# Damiki Vault (Blade Lure)



## GoneFishn (May 17, 2007)

I have just picked up one of the Damiki Vault lures in the 55 :lol: these little beauties look the goods for the up and coming Snapper season :twisted: :lol: (with upgraded terminal)


----------



## mattyp (Mar 7, 2008)

They look good Kelly
I like the looks of 014H, 233H, 234H and 273H patterns.
Which one did you purchase?


----------



## YakN00b (Jun 9, 2008)

GoneFishn said:


> I have just picked up one of the Damiki Vault lures in the 55 :lol: these little beauties look the goods for the up and coming Snapper season :twisted: :lol: (with upgraded terminal)


I have several 42's havent seen the 55's in shops here yet.

I have 005, 019, 23611 and what could be 012h. Lost a 005 and a 016 before after hooking several decent sized bream on them in about 20 minutes biggest was 38cm


----------



## breamski (May 3, 2009)

GoneFishn said:


> I have just picked up one of the Damiki Vault lures in the 55 :lol: these little beauties look the goods for the up and coming Snapper season :twisted: :lol: (with upgraded terminal)

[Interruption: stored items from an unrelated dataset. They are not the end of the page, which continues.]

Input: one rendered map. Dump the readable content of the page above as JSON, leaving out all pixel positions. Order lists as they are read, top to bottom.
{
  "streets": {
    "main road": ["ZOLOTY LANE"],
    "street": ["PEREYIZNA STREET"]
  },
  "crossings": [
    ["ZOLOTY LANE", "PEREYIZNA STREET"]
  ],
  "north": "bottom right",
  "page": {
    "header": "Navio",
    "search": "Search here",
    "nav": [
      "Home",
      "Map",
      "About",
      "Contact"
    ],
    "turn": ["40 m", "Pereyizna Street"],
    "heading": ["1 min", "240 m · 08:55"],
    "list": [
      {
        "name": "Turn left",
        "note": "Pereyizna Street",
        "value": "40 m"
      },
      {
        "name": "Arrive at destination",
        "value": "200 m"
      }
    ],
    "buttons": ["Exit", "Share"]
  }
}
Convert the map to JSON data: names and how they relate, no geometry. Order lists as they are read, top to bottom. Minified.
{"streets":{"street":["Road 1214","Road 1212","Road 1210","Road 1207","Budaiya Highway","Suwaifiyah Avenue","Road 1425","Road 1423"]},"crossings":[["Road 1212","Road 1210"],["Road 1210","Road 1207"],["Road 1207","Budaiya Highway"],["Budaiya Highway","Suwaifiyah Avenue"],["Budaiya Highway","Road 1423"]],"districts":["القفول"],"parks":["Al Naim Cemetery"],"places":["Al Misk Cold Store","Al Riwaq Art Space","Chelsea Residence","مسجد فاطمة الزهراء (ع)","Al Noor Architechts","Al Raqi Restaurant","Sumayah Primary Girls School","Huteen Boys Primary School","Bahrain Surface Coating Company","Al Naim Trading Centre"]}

are they available at bcf?


----------



## Ranger (May 31, 2008)

I'd consider the Vaults better than the Ecogear VX's, and they certainly have a better colour range.

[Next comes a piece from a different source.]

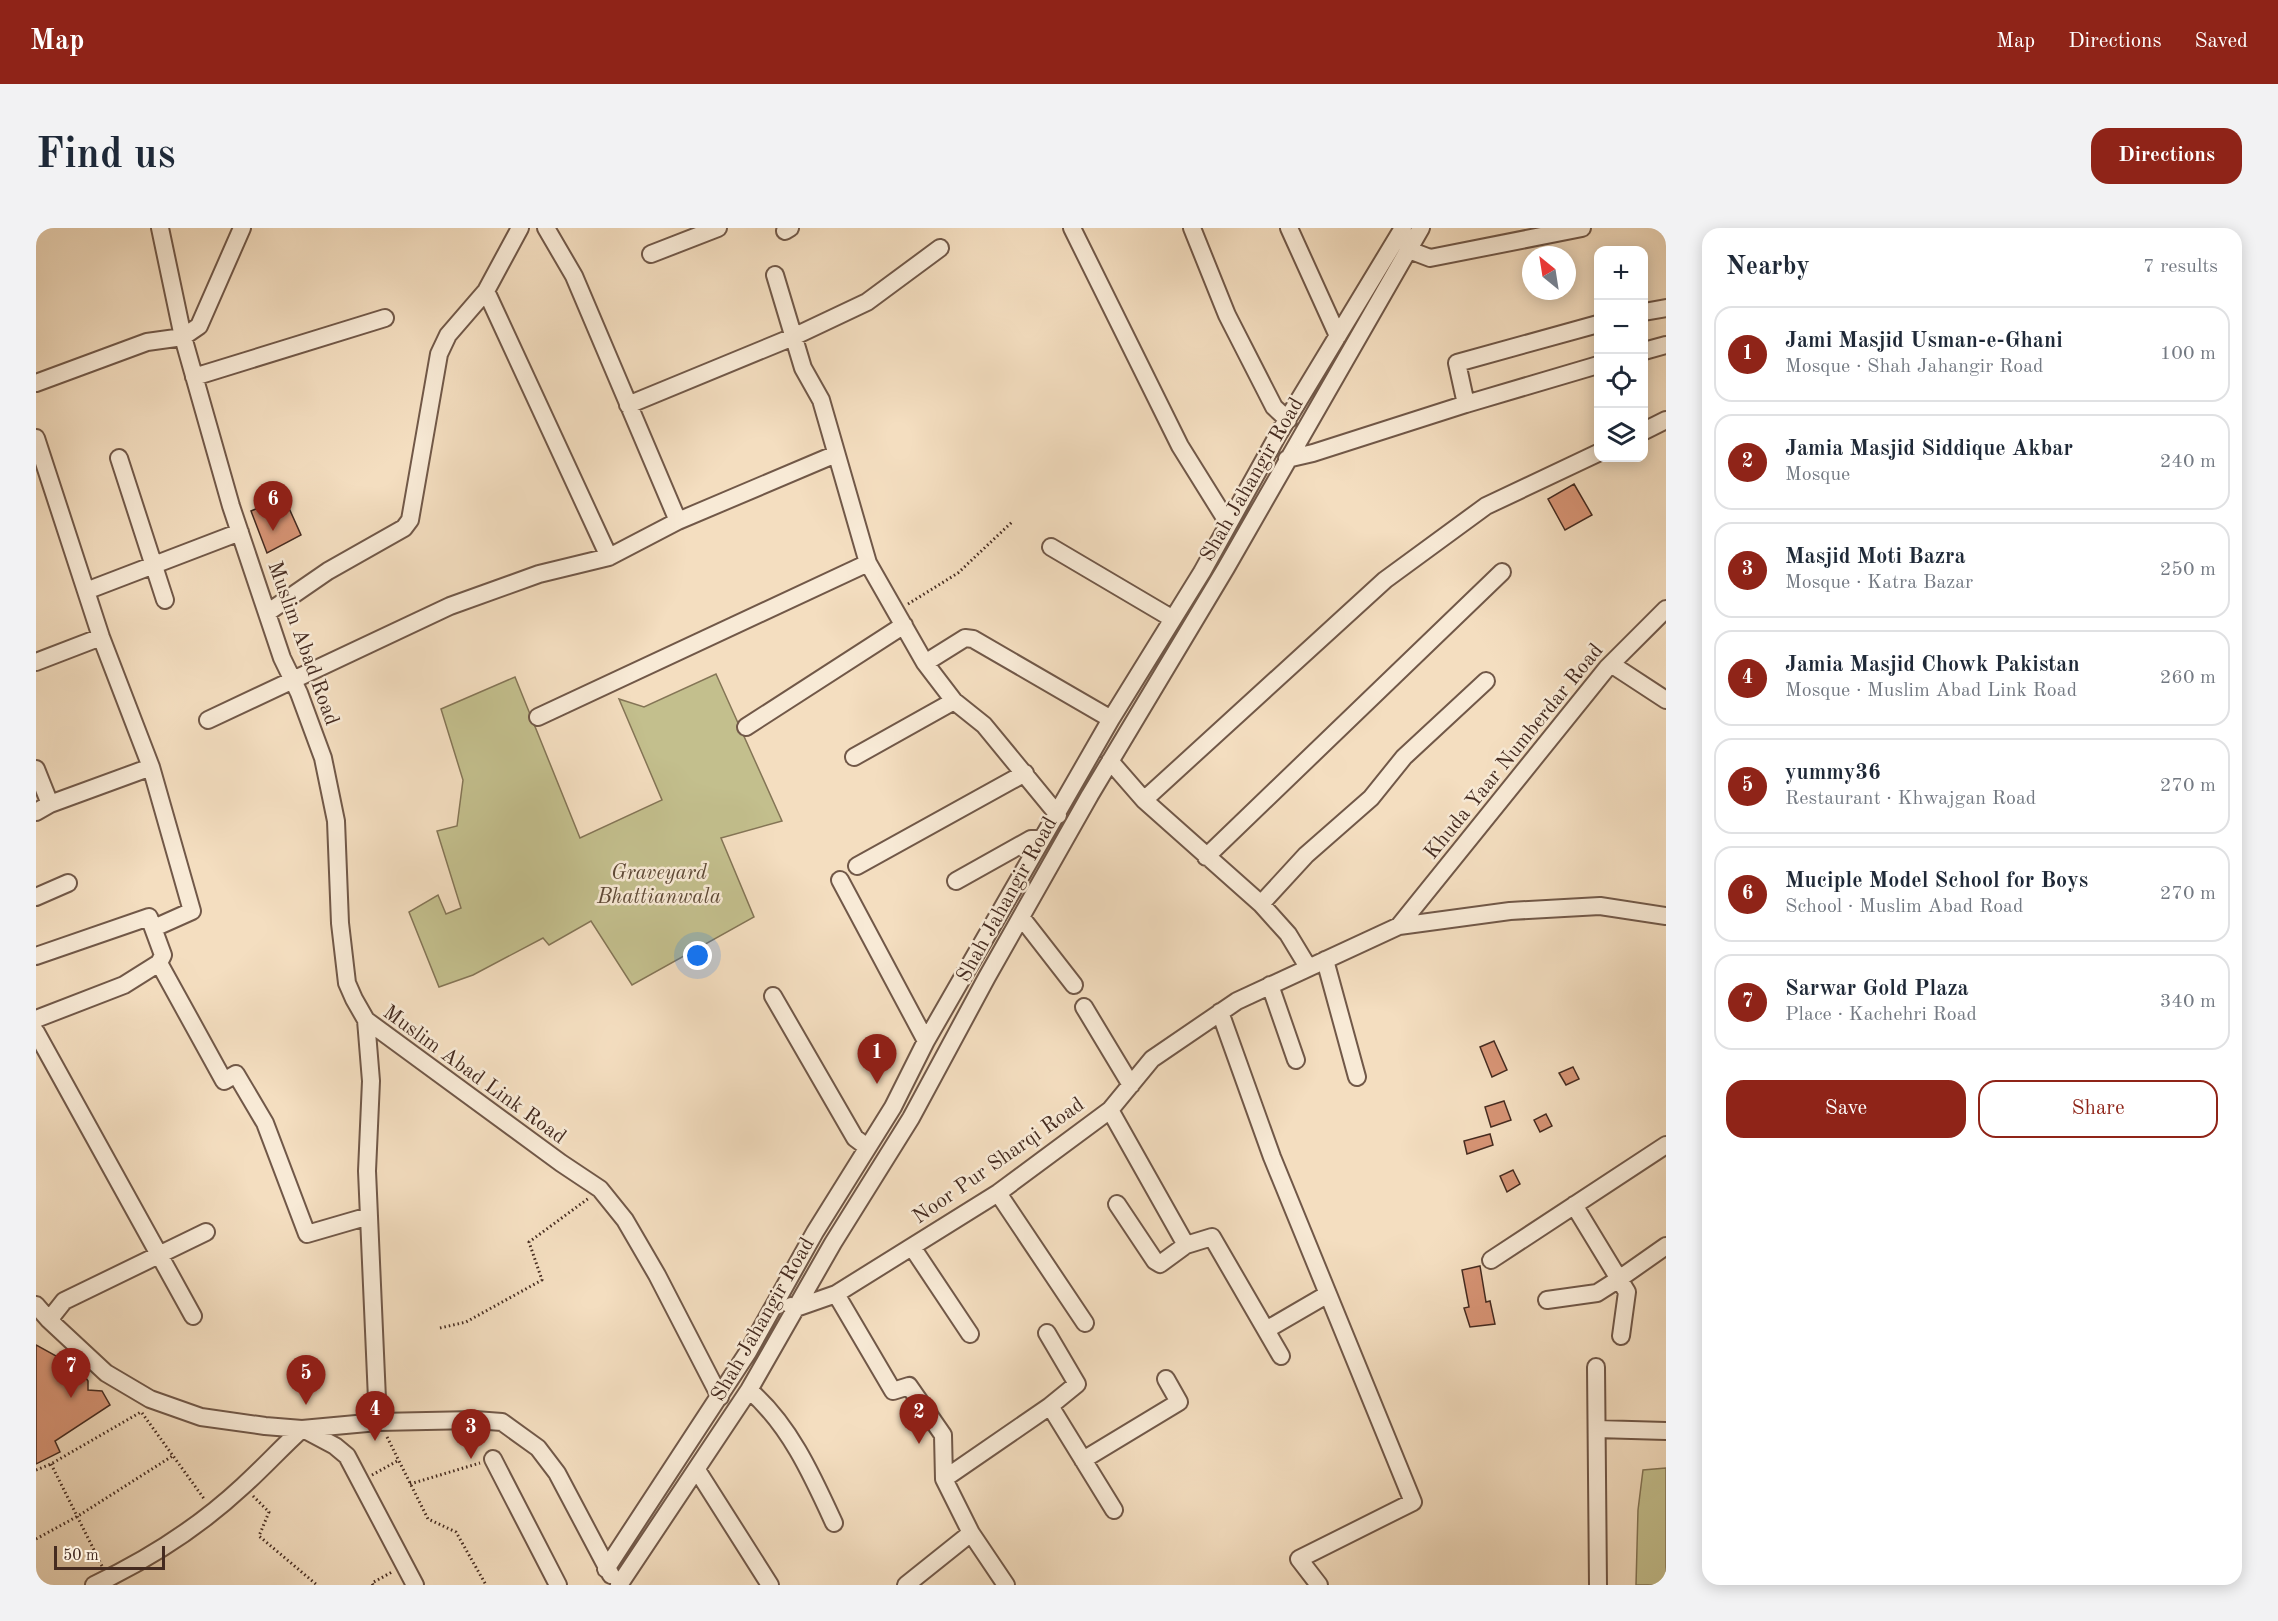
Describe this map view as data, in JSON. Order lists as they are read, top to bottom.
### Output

It's a brilliant action to feel through ya rod, and I'm on a bit of a blade craze at the moment. I'm prefering blades to soft plastics for deep water.

Here in Adelaide they've been smashing the Bream, and I've also picked up a few pinkies (to 40cm) on them whilst targetting Bream alongside concrete walls and pylons, so the Snapper certainly seem to like them too.


----------



## fishingchap (Sep 7, 2007)

are you alowed to anser the question of how much?? ;-)


----------



## breamski (May 3, 2009)

heres my list 8) 
42
-Black Holo
-Black Gold Holo
-Red Ghost
-Mat Tiger

55
-Crystal
-Spot Blue Holo
-Spot Pink Holo

i might change the trebles to doubles


----------



## GoneFishn (May 17, 2007)

fishingchap said:


> are you alowed to anser the question of how much?? ;-)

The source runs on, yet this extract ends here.